TheSurgeonsMate · 14/02/2014 09:11

It'll be everyone's insurance that's worthless if they just start lying to their insurance companies. Not sure that's a great idea. Paying lower premiums for a policy that doesn't pay out at the end of the day because the insurer found out that you were lying is what I'd call a false economy.

RedToothBrush · 14/02/2014 09:12

The problem is the manner in which you are asked and the setting in which you are asked and the context in which you are asked.

Why is it only a few places are doing this? And others aren't? This to me suggests that certain GPs are better run than others and have better relationships with their patients so don't need to send impersonal unexplained text messages.
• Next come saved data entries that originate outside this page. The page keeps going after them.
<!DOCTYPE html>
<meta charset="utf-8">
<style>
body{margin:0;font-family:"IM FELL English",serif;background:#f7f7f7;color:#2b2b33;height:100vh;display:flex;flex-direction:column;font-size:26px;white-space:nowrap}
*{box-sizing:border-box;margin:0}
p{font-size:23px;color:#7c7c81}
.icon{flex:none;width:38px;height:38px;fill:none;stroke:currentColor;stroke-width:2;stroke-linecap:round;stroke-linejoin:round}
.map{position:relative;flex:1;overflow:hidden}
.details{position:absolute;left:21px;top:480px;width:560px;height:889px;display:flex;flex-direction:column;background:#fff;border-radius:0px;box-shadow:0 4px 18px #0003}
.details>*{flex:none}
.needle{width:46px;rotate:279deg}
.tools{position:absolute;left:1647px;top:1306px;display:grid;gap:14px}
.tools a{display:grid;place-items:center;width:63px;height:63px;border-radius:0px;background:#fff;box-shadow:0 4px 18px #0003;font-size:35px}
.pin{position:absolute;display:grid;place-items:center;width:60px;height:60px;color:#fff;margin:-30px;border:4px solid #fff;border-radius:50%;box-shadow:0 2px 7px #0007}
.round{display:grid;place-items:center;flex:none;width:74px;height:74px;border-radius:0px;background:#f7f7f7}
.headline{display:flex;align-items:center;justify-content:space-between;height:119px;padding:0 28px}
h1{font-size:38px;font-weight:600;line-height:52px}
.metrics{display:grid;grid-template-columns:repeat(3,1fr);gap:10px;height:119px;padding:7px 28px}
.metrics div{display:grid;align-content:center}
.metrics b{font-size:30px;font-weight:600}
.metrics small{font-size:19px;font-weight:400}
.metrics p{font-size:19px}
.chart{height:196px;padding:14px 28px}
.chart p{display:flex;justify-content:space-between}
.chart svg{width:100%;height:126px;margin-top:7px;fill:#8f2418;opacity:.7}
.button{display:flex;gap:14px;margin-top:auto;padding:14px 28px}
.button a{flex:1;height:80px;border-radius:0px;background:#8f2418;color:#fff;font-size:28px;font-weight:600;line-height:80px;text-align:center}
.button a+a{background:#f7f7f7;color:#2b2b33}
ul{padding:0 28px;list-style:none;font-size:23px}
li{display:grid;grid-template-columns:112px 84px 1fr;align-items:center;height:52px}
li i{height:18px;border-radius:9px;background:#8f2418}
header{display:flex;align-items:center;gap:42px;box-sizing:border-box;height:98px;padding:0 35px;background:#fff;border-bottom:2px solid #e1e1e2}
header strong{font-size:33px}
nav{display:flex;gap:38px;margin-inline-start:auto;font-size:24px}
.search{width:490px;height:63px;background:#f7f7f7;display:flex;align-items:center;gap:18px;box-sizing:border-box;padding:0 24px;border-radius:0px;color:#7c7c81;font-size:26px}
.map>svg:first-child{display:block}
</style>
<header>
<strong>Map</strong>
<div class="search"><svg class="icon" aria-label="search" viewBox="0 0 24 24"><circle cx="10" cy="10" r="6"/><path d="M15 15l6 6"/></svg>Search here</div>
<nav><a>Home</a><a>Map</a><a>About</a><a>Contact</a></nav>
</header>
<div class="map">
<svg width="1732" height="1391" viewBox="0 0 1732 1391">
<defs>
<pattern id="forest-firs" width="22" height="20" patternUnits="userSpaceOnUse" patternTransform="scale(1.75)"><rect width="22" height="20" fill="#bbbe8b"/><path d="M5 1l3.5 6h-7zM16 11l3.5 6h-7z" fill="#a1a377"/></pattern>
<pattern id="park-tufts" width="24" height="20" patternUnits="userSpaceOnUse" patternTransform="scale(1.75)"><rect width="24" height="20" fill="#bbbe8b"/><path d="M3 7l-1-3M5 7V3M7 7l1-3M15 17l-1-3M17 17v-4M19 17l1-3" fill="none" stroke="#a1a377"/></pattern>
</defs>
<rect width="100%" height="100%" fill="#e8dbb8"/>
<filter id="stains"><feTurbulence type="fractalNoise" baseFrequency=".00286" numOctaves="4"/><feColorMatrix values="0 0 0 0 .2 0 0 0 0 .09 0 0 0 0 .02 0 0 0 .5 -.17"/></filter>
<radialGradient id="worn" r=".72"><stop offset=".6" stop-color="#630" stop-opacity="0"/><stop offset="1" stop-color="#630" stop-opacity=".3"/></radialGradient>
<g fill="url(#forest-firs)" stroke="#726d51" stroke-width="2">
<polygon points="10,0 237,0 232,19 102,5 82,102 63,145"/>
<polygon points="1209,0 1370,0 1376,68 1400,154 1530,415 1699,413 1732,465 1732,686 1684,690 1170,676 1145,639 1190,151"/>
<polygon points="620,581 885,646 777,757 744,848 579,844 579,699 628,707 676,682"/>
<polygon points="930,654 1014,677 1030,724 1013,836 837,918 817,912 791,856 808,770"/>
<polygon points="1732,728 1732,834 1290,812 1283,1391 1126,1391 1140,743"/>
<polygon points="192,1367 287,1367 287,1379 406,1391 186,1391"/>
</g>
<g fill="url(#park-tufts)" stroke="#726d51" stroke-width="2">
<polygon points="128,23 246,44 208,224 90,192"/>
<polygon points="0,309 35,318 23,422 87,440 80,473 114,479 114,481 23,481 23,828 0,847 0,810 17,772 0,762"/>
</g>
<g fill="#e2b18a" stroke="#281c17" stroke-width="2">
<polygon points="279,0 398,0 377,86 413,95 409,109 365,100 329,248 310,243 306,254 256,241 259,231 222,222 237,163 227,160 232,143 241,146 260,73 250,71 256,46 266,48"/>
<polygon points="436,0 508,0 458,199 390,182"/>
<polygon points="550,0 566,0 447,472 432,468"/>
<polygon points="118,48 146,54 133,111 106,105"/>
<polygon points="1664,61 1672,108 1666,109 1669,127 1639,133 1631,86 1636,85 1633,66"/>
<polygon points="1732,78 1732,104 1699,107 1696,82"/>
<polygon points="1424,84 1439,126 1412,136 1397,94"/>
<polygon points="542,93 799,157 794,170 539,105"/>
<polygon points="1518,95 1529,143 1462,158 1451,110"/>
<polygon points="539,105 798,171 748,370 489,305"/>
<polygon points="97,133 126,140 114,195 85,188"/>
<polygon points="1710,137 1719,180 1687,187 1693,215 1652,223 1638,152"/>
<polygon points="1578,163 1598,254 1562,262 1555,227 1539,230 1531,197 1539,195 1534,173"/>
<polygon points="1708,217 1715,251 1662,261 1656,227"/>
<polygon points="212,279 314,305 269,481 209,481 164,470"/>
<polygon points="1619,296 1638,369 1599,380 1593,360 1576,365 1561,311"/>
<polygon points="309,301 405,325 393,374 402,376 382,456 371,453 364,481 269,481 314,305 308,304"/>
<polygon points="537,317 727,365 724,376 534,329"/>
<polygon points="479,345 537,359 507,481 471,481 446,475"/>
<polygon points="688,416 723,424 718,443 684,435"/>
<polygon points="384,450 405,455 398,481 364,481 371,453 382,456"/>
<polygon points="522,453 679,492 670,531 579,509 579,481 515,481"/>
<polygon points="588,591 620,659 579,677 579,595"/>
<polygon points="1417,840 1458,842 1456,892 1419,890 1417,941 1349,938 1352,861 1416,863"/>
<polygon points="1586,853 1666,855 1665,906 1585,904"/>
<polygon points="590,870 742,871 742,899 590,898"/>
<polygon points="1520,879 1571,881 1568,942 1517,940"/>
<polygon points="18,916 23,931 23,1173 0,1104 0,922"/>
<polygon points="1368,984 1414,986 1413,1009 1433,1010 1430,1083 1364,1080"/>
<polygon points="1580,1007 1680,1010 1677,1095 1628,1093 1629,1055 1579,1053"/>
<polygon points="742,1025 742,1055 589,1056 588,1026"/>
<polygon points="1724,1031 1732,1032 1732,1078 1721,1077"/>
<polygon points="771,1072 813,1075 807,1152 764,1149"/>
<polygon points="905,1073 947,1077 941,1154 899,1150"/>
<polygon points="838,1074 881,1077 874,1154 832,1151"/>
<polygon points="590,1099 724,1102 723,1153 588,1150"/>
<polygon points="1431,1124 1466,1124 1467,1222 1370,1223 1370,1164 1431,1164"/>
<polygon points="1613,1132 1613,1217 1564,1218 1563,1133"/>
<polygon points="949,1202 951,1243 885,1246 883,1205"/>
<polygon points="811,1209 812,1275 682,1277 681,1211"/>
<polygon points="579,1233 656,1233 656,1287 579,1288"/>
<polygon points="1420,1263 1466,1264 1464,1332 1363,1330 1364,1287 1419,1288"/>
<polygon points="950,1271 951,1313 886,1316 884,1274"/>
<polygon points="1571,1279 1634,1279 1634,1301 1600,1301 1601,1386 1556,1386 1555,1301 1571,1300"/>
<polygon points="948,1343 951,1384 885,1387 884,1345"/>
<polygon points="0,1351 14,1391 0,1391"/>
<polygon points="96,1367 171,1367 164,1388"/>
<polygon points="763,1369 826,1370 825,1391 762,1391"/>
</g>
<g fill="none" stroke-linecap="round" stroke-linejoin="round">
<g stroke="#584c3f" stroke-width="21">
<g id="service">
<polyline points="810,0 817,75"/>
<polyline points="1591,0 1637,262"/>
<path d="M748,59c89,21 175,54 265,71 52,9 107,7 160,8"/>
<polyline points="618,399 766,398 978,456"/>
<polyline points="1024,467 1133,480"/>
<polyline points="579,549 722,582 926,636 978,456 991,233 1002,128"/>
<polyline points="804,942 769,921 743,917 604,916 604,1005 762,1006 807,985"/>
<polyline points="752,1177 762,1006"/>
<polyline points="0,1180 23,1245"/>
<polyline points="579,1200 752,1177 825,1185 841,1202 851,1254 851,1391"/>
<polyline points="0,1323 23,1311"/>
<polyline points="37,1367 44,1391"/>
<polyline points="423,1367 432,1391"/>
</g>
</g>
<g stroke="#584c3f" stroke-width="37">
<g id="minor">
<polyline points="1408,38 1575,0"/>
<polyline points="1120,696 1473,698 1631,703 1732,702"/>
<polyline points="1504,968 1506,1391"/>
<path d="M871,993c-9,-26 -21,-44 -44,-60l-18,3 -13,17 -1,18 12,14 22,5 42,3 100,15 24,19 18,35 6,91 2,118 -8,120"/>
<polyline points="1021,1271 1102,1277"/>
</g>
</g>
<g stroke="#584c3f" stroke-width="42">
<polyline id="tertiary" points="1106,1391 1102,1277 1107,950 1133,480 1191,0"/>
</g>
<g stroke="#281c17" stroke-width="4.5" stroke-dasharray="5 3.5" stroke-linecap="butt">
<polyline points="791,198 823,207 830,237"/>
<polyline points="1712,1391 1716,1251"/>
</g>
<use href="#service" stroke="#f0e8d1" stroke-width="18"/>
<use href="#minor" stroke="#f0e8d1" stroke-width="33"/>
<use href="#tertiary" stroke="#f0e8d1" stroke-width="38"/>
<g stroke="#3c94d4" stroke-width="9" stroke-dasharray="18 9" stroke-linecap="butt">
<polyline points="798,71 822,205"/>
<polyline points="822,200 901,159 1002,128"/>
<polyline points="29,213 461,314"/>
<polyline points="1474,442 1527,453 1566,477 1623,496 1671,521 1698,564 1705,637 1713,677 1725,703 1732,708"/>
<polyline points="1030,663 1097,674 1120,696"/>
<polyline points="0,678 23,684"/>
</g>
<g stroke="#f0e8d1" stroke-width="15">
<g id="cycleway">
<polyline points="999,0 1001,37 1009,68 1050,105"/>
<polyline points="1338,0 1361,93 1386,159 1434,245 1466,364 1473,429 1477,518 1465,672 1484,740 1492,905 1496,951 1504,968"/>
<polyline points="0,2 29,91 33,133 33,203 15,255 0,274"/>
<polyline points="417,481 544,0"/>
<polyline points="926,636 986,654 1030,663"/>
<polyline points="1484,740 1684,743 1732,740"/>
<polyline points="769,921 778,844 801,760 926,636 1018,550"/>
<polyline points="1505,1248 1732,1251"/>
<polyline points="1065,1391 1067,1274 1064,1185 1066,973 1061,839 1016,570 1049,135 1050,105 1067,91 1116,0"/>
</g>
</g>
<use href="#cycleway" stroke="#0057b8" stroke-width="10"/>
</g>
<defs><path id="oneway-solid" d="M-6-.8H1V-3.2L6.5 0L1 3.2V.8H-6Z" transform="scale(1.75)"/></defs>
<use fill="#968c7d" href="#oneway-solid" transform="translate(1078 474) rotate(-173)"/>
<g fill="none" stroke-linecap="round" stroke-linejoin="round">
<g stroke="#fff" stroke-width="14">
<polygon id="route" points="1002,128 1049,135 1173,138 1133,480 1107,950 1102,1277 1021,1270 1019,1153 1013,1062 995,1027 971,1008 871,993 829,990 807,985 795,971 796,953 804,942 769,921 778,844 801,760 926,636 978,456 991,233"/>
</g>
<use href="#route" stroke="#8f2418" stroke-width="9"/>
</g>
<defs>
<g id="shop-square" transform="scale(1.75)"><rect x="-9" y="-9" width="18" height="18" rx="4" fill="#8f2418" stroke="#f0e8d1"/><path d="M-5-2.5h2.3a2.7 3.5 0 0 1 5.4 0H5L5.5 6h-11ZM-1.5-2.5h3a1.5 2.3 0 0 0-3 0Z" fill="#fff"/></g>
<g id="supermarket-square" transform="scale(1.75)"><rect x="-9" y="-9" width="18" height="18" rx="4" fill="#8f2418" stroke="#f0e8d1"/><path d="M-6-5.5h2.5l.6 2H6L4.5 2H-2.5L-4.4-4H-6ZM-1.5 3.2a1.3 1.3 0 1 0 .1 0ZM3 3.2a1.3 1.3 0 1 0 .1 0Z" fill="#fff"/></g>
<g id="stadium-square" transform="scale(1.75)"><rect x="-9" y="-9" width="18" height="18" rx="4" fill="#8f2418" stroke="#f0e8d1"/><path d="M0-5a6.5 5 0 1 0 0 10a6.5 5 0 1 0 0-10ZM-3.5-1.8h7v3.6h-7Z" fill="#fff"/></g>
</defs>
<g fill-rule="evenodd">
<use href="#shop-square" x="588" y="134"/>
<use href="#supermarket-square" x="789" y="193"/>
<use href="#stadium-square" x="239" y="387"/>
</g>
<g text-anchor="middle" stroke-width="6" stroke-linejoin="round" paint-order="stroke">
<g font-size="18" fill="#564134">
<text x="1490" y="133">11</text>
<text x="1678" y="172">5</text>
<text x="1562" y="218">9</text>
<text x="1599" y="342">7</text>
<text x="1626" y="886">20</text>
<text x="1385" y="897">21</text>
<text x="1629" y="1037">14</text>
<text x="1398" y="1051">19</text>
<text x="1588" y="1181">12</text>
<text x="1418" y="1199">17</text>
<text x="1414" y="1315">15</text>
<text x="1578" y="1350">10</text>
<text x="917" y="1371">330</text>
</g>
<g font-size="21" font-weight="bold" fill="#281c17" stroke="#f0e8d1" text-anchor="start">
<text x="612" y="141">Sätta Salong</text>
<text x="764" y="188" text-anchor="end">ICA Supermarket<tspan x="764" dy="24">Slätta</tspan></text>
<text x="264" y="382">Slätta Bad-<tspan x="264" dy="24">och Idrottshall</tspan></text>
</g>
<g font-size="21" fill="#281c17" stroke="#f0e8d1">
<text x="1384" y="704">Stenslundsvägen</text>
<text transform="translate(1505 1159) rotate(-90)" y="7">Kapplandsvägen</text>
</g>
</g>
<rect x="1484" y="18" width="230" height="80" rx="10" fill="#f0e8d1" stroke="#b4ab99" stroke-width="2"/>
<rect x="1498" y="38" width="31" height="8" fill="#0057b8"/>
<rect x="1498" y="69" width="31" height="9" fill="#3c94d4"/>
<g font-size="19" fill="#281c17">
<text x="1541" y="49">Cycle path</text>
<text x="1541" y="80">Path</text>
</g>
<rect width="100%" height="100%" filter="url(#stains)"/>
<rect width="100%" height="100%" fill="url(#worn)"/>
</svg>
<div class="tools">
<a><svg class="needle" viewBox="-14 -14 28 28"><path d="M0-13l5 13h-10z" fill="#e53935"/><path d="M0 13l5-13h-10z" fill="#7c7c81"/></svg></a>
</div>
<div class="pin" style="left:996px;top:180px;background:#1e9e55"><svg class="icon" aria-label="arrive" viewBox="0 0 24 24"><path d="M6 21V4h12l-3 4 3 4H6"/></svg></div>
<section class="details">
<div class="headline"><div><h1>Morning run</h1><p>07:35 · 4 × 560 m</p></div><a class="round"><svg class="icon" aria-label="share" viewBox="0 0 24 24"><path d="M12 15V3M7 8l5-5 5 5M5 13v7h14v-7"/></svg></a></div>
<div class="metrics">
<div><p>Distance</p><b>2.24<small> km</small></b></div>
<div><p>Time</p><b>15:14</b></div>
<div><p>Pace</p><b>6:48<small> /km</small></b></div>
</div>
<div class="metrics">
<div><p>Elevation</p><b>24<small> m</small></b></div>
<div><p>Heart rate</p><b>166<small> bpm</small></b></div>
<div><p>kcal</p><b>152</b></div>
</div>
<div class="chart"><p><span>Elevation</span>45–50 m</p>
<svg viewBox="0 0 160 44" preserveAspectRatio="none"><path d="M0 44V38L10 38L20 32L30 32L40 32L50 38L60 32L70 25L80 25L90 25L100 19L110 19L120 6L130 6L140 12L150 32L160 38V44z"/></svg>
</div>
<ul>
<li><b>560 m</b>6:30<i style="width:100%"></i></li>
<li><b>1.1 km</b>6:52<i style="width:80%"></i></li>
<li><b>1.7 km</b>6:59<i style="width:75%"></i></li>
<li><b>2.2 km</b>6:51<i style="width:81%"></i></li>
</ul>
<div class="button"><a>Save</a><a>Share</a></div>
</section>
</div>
I despite the fact that humans are reduced to tick boxes.

And no we don't have to play the game. If we don't play the game, then the system won't work and if the system doesn't work, then they have to rethink the system and why it isn't working. If you comply then it works. If you don't like it, register that by not complying and perhaps they will realise this isn't the healthcare system we want.

Forago · 14/02/2014 09:19

If it's not in your medical records they wouldn't find out. Obviously if you are a heavy smoker that has smoked for 20years then it would be pointless to lie as it would be medically obvious that they were a smoker and at large risk.

But re people really happy to pay double other people's insurance premiums because they smoked for a couple of years at university 20 years ago. Or because their father was a smoker and died of heart disease? Or because their mother is diabetic? Or because the surgery has out of date information saying they are 20st but they lost loads of weight years ago?

If you cant trust the accuracy of the data then it is useless in my opinion.

70isaLimitNotaTarget · 14/02/2014 09:56

We have to update smoking status (and ask patients if they want a referral to the "Stop Smoking Clinic" ) The glassy look that comes over peoples eyes..........Hmm

The Tick Box we didn't care to fill in was about patients sexuality. Considering most of my patients are 70+ (though there are younger patients) I really don't want to be asking
"So, Mr Frobeshire , I just need to fill this in. Age Catergory 70-79 tick.
Ethnicity ( there's another fecking can of worms "I'm not White British , I'm white English ")
So would you class yourself as Straight, Gay/Lesbian or Bi-Sexual......

FrancesHB · 14/02/2014 11:15

Fine don't play the game.

If I don't play the game my business goes under, my patients suffer and I might as well go and work for Virgin Helathcare. Which is presumably what the coalition wants.